When enabling mirroring (s3.mirror = true
) Backup will keep an exact one-on-one mirror from your filesystem on Amazon S3. This means
that if you add a file to one of the mirrored directories on your filesystem, it will sync it to Amazon S3. If you remove a file from
one of these directories, it will also remove it from Amazon S3.
The directory.add
method allows you to add any directories you want to sync from your filesystem to your Amazon S3 account.
You can use the concurrency_type
and concurrency_level
to increase concurrency on file transfers.

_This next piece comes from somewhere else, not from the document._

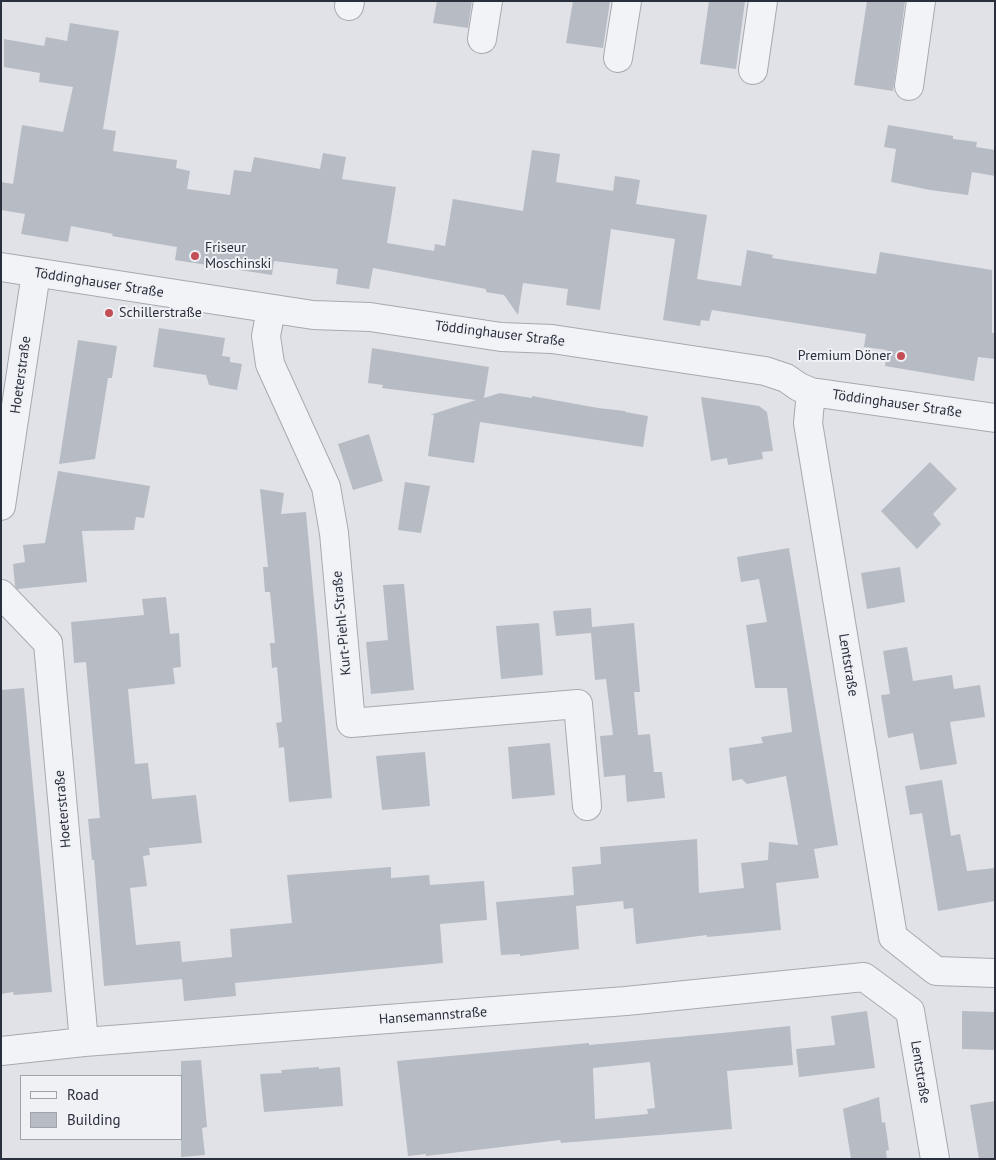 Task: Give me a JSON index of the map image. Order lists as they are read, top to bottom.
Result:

The recommended concurrency_type
is :threads
.
Threads do not require additional memory to spin up, and for operations such as file transfers, they are absolutely excellent in parallel performance, so it is highly encouraged to
use them. Processes on the other hand are discouraged, they consume a lot of ram and are likely to cause problems if your machine doesn't have a lot of memory
and you spin up a bunch of processes to handle it. You may want to change the concurrency_level
(higher or lower, feel free to experiment),
but we recommend using :threads
and not :processes
when doing so.
For each concurrency_level
you can handle one additional file concurrently. This means that if you set concurrency_level = 50
, it means Backup will
perform 50 operations at a time. Operations include:
- Transfering a single file
- Removing a single file
So when Backup is busy mirroring your specified directories, it will perform 50 transfer/remove operations at the same time. It's very fast!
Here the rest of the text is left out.